Here’s a possible reason: Luther, Calvin, and the rest simply couldn’t envision a church independent from the state. The religious-political roots ran too deep, so much so that Luther referred to the Church as the “right hand of God” and the State as “the left hand of God” (George, 100). Though Simons and the separatist Anabaptists likely pushed the buck too far in of pursuing baptism apart from the church, they’re closer to how credobaptists today would understand the ordinance. So, though the Reformation proper didn’t jumpstart a universal acceptance of believer’s baptism, it certainly provided the framework for it in the future, greasing the skids, as it were. One could say this was the Anabaptists’ main goal—to reform the Reformation toward even tighter biblical standards.

Fourth and finally, the Reformation paved the way for cooperation that upheld unity amidst theological diversity.

This brings us to the Lord’s Supper. Throughout the Reformation, little caused as much dissension as the Lord’s Supper. Though the Reformers departed from the Roman Catholic Church, they also departed from one another.

For example, Luther vehemently decried transubstantiation as a kind of metaphysical mysticism and instead argued for a theological halfway house called “consubstantiation,” which depended on an Aristotelian model of “forms” and “accidents.” According to Luther, during the Eucharist the forms of the body and blood of Christ join “in, with, and under” the accidents of the bread and the wine.

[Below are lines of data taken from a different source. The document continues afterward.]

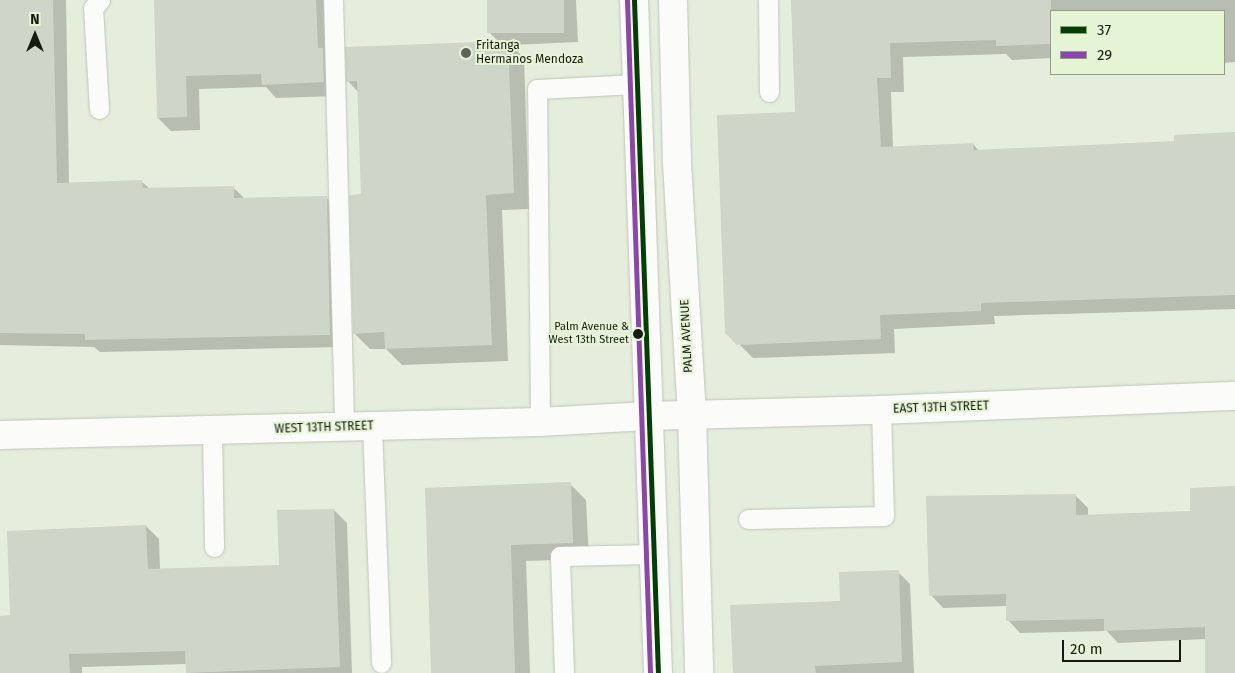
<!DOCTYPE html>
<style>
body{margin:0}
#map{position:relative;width:1235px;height:673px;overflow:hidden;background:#e5eddc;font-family:"Fira Sans",sans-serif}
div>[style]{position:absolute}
.shadow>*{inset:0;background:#0003}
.building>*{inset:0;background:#cfd5c8;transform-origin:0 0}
.roads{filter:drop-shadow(0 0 1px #bec5b7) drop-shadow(0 0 1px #bec5b7)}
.service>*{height:19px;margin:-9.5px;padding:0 9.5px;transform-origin:9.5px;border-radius:9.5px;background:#fbfcfa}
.minor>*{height:28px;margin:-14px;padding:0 14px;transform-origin:14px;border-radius:14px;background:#fbfcfa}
.secondary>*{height:28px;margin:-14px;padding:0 14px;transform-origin:14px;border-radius:14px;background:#fbfcfa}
.bus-1>*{height:5px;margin:-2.5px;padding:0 2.5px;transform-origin:2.5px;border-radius:2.5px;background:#004000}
.bus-2>*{height:5px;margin:-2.5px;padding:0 2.5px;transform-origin:2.5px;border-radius:2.5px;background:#8e44ad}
.dots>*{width:14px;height:14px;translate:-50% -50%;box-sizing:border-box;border:2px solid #e5f4d5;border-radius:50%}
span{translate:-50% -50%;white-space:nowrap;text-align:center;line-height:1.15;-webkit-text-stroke:4px #e5f4d5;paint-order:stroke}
.bus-label{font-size:11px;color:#161b10}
.right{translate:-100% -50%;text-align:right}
.poi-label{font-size:12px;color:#161b10}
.left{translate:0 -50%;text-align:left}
.street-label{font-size:12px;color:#161b10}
.legend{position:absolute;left:1050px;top:10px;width:175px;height:65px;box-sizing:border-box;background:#e5f4d5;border:1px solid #929d86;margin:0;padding:6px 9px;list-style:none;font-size:15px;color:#161b10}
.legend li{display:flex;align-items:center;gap:10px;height:25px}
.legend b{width:25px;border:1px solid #929d86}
.north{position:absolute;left:10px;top:10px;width:50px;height:50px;-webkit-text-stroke:4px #e5f4d5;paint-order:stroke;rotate:0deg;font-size:14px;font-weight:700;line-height:20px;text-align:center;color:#161b10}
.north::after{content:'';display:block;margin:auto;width:18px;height:22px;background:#161b10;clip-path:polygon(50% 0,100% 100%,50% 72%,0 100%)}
.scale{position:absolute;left:1062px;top:640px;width:119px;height:22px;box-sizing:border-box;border:2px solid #161b10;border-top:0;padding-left:6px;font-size:15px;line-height:18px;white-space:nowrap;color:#161b10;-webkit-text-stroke:4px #e5f4d5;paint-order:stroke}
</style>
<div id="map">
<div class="shadow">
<div style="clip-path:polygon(0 0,66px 0,69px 184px,142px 182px,150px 189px,233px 187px,245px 199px,326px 197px,339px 210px,343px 347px,100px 352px,94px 347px,0 345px)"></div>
<div style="clip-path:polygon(155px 0,329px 0,337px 96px,276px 98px,266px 87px,199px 89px,200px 130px,171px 131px,158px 118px)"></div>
<div style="clip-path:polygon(488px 0,576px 0,578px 42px,511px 45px,524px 58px,529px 209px,502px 210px,508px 361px,402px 365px,386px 349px,370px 349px,354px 333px,362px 196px,358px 92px,348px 81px,499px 42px,489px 32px)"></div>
<div style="clip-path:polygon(793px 0,1235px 0,1235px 62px,1224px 63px,1224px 11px,1051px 11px,1051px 58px,1012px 60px,1006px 54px,903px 57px,904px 92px,891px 92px,893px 148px,973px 144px,979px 151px,1175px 142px,1235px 133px,1235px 309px,994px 316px,995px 324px,894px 329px,895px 353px,753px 358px,727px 332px,797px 114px)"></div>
<div style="clip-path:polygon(570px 484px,586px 500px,589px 559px,526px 561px,530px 673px,433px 673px,426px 490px)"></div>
<div style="clip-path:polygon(1235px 487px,1235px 673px,1206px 673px,1206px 639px,1118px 643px,1107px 631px,1020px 633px,1008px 620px,1007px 606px,943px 608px,931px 595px,1075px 495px,1088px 508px,1088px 516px,1192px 512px)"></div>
<div style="clip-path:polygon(334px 510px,347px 523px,352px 673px,187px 673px,187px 664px,82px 667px,82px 673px,0 673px,0 617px,11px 617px,146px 526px,159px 539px,160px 570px,280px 567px)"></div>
<div style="clip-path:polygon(898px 572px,910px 584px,914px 673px,734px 673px,841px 602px)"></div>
</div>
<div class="building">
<div style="clip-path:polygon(0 0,53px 0,57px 183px,142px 180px,143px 188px,234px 186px,234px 198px,327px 196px,330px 335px,85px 340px,85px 334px,0 333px)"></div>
<div style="clip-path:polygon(154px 0,316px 0,318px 48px,323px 48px,324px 82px,262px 85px,261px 74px,186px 76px,187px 117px,157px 118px)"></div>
<div style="left:487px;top:0;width:77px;height:33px"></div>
<div style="clip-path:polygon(791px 0,1051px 0,1051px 44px,996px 46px,996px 40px,890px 43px,891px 78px,877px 78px,881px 147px,973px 143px,974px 150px,1088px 145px,1174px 141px,1174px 135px,1235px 132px,1235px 295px,981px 303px,981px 311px,880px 315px,881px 339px,737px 345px,725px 333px,717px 115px,795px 112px)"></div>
<div style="clip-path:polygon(508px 41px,514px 193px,486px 195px,492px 345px,385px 349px,384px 332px,353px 334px,349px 195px,361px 194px,357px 81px,346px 82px,345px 47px)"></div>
<div style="clip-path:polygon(571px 482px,573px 543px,511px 545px,515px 673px,431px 673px,425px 488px)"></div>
<div style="clip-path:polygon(1235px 486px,1235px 673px,1205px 673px,1205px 627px,1104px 631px,1104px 619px,1006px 621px,1006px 594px,929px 596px,926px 496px,1076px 494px,1076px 515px,1190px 511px,1190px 488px)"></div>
<div style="clip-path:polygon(334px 509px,340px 667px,186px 673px,185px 651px,69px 654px,70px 673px,0 673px,0 616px,10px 615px,7px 531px,146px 525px,148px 569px,279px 565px,277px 510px)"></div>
<div style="clip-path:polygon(899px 570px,902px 662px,815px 666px,816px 673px,733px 673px,730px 605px,840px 601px,839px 572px)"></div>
</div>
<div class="roads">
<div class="service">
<div style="left:333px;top:0;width:427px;rotate:88.5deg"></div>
<div style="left:768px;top:0;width:92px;rotate:89.4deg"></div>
<div style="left:99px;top:109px;width:101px;rotate:-93.4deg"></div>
<div style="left:93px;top:8px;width:11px;rotate:-49deg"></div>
<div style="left:540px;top:422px;width:333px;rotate:-90.5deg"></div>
<div style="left:537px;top:89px;width:100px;rotate:-2.9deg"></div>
<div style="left:372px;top:426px;width:237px;rotate:87.8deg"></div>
<div style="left:212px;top:431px;width:116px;rotate:89deg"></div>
<div style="left:748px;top:519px;width:136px;rotate:-1.3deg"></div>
<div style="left:884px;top:516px;width:106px;rotate:-91.6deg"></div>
<div style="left:564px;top:673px;width:117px;rotate:-92deg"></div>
<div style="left:560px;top:556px;width:92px;rotate:-1.2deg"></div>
</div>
<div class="minor">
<div style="left:0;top:435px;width:540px;rotate:-1.38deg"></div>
<div style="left:540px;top:422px;width:107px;rotate:-3.2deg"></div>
<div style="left:647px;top:416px;width:234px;rotate:-1.5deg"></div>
<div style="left:881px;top:410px;width:354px;rotate:-2.3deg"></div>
</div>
<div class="secondary">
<div style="left:634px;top:0;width:673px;rotate:87.96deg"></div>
<div style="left:673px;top:0;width:163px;rotate:88.6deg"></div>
<div style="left:677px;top:163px;width:252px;rotate:86.6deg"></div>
<div style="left:692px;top:415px;width:258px;rotate:88.4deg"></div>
</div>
</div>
<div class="bus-1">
<div style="left:634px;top:0;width:673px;rotate:87.96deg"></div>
</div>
<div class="bus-2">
<div style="left:627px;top:0;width:673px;rotate:88.04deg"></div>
</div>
<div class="dots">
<div style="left:466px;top:53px;background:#5e6457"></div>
<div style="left:638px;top:334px;background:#161b10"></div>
</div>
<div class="bus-label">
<span class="right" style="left:629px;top:334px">Palm Avenue &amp;<br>West 13th Street</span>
</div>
<div class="poi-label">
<span class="left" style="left:476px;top:53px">Fritanga<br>Hermanos Mendoza</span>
</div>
<div class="street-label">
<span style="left:687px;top:336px;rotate:-93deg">PALM AVENUE</span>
<span style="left:941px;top:408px;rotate:-2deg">EAST 13TH STREET</span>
<span style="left:324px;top:428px;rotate:-2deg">WEST 13TH STREET</span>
</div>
<ul class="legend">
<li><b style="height:6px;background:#004000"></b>37</li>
<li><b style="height:6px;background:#8e44ad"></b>29</li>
</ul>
<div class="north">N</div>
<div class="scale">20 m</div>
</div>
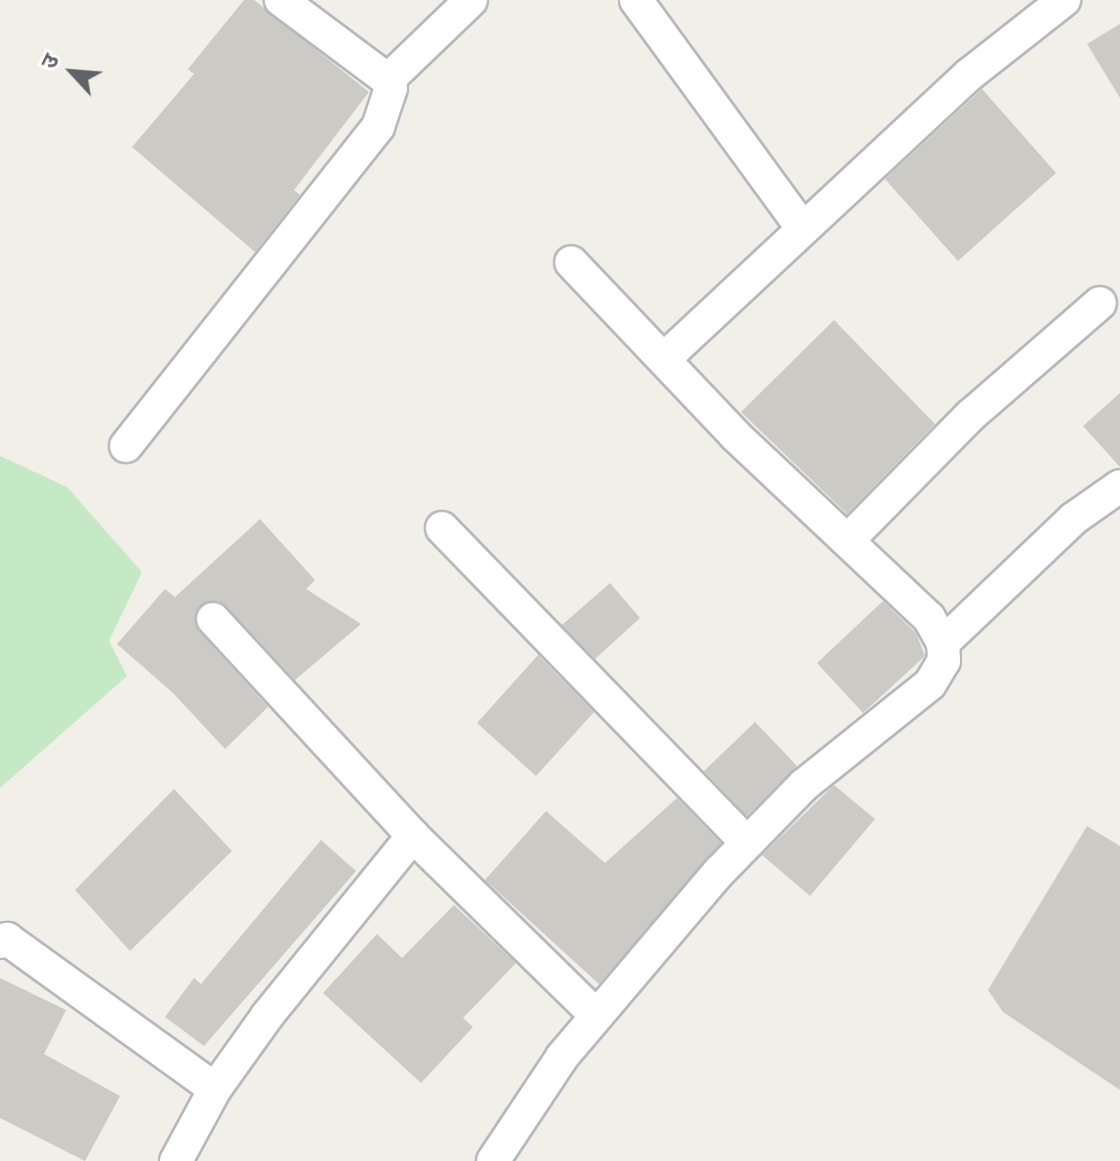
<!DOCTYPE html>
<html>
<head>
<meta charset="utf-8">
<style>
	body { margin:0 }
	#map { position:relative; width:1120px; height:1161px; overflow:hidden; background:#f1efe8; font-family:Cabin,"Noto Sans Devanagari",sans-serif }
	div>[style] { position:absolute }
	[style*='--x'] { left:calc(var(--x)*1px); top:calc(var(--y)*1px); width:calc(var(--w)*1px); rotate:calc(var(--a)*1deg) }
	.green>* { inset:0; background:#c5e8c5 }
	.building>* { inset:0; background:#cccac5 }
	.roads { filter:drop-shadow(2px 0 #b5b8bc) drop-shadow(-2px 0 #b5b8bc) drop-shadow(0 2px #b5b8bc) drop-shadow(0 -2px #b5b8bc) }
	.street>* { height:32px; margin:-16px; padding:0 16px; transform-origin:16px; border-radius:16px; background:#fff }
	span { translate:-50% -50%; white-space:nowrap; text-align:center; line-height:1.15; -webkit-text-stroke:6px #fff; paint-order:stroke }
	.north { position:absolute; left:32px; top:32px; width:80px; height:80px; -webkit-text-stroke:6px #fff; paint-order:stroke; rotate:296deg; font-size:22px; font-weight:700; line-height:32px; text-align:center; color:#5f6368 }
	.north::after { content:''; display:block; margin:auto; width:28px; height:36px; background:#5f6368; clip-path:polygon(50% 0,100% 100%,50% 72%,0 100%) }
</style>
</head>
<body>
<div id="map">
	<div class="green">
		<div style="clip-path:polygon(0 456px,67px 487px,142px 572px,109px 641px,127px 676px,0 788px)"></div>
	</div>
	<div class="building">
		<div style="clip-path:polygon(244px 0,254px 0,369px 92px,294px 190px,300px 195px,255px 252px,132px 147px,194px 74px,188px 69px)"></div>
		<div style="clip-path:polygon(1120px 24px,1120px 98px,1087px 44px)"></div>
		<div style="clip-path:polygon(982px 89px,1056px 173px,958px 261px,885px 179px)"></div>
		<div style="clip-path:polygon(834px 320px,935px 424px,847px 514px,741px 412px)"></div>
		<div style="clip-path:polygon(1120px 393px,1120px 467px,1083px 426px)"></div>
		<div style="clip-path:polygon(260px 519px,315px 580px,306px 589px,361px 624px,295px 680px,226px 606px,218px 601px,201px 605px,195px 614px,199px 631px,268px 707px,225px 749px,173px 693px,117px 644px,165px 589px,175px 597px)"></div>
		<div style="clip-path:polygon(610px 583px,640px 618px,595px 659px,562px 625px)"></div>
		<div style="clip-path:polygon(883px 601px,916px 633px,925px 656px,863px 713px,817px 663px)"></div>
		<div style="clip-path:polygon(538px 655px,594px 712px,536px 776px,477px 723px)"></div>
		<div style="clip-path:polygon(755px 722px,797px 766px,747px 816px,704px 771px)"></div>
		<div style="clip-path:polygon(834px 785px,875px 819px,810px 896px,762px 855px)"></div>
		<div style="clip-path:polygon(174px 789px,232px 851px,130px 951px,75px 890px)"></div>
		<div style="clip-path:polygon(677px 798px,721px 843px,599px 984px,485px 880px,546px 811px,605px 863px)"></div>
		<div style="clip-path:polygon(1087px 826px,1120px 846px,1120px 1090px,1003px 1012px,988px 990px)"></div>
		<div style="clip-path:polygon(321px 840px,356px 871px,204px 1046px,165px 1017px,194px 978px,201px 984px)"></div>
		<div style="clip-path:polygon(454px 905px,516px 963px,463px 1018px,473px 1027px,421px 1083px,323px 993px,377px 934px,402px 958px)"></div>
		<div style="clip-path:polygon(0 978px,66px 1010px,44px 1054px,120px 1096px,85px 1161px,0 1118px)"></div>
	</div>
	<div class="roads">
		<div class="street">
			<div style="--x:636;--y:0;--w:283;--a:53.9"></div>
			<div style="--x:388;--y:80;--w:115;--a:-43.9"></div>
			<div style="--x:664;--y:359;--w:418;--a:-43"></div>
			<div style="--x:970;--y:74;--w:120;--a:-38.2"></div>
			<div style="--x:126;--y:446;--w:407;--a:-51.7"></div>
			<div style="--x:378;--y:127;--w:41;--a:-71.6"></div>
			<div style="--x:391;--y:88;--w:9;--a:-111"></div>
			<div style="--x:388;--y:80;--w:134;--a:-143.2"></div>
			<div style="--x:442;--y:528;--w:438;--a:45.9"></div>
			<div style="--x:849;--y:539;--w:173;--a:-45.5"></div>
			<div style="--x:970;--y:416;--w:172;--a:-41"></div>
			<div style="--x:213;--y:619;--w:295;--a:47.3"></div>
			<div style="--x:413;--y:836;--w:256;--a:44.4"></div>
			<div style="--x:943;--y:643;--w:180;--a:-43.6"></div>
			<div style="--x:1073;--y:519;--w:57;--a:-35.1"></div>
			<div style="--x:0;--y:942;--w:8;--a:-23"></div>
			<div style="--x:7;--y:939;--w:256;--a:35.8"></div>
			<div style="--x:176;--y:1161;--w:82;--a:-61.6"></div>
			<div style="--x:215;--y:1089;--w:90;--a:-54.5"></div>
			<div style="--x:267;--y:1016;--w:232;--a:-51"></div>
			<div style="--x:493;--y:1161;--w:125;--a:-56.4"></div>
			<div style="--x:562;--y:1057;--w:243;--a:-49.7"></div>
			<div style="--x:719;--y:872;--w:122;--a:-45.7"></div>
			<div style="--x:804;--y:785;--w:161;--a:-38.7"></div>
			<div style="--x:930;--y:684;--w:27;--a:-59"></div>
			<div style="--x:944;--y:661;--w:18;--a:-93"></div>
			<div style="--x:943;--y:643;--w:29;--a:-119"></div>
			<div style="--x:929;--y:618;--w:267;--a:-136.7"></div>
			<div style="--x:735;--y:435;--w:238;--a:-133.5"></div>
		</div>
	</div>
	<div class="north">उ</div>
</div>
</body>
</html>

Calvin thought the views of both Luther and Rome were metaphysically untenable. He affirmed what’s called a “spiritual presence” view where, during the Lord’s Supper, Christ is present, but only spiritually so.

Zwingli took it a step further, arguing for a “memorialist” view where, in eating the bread and drinking the cup, God’s people simply proclaim Christ’s death and resurrection until he returns while simultaneously reaping the benefits of his presence, unity, peace, and joy.

Zwingli’s departure, Luther snorted, was sacrilege. To deny the bodily presence of Christ in his Supper is to deny his omnipresence. This disagreement came to a head in October 1529 when Luther and Zwingli met, at the behest of Phillip of Hesse, to attempt a pan-Protestant alliance over and against the Pope and his pressing military force. Given Luther’s precocity, it’s no surprise that the two couldn’t ignore their differences, and no alliance was born.

In retrospect, such theological quibbling seems myopic. With all that was at stake, couldn’t these two Protestant figureheads forego the theological minutiae and establish some sort of co-belligerency? Unfortunately not.

Nonetheless, the Reformation’s reframing of the Lord’s Supper had overwhelmingly positive results. Though out-and-out agreement rarely came, one truth remained unalterably clear: the Eucharist does not confer grace; that’s exclusively the purview of Christ and his cross.

The same should be said about the other biblical sacrament, baptism. With Simons and the Anabaptists, the groundwork toward credobaptism had been established. Despite what the Catholic Church said, paedobaptism cannot confer grace and is not salvific. No one, by mere happenstance of his or her birth, is wrought in spiritual privilege.

At the same time, neither is one born in under-privilege because the Reformation made it startlingly clear: Golgotha’s ground is level. And the blood shed there is for Protestants and Catholics, anti-Semites and evangelical Southern Baptists, Germans and Frenchmen, liberal historians and first-year seminarians—all unrighteous ones in need of a Savior’s alien righteousness.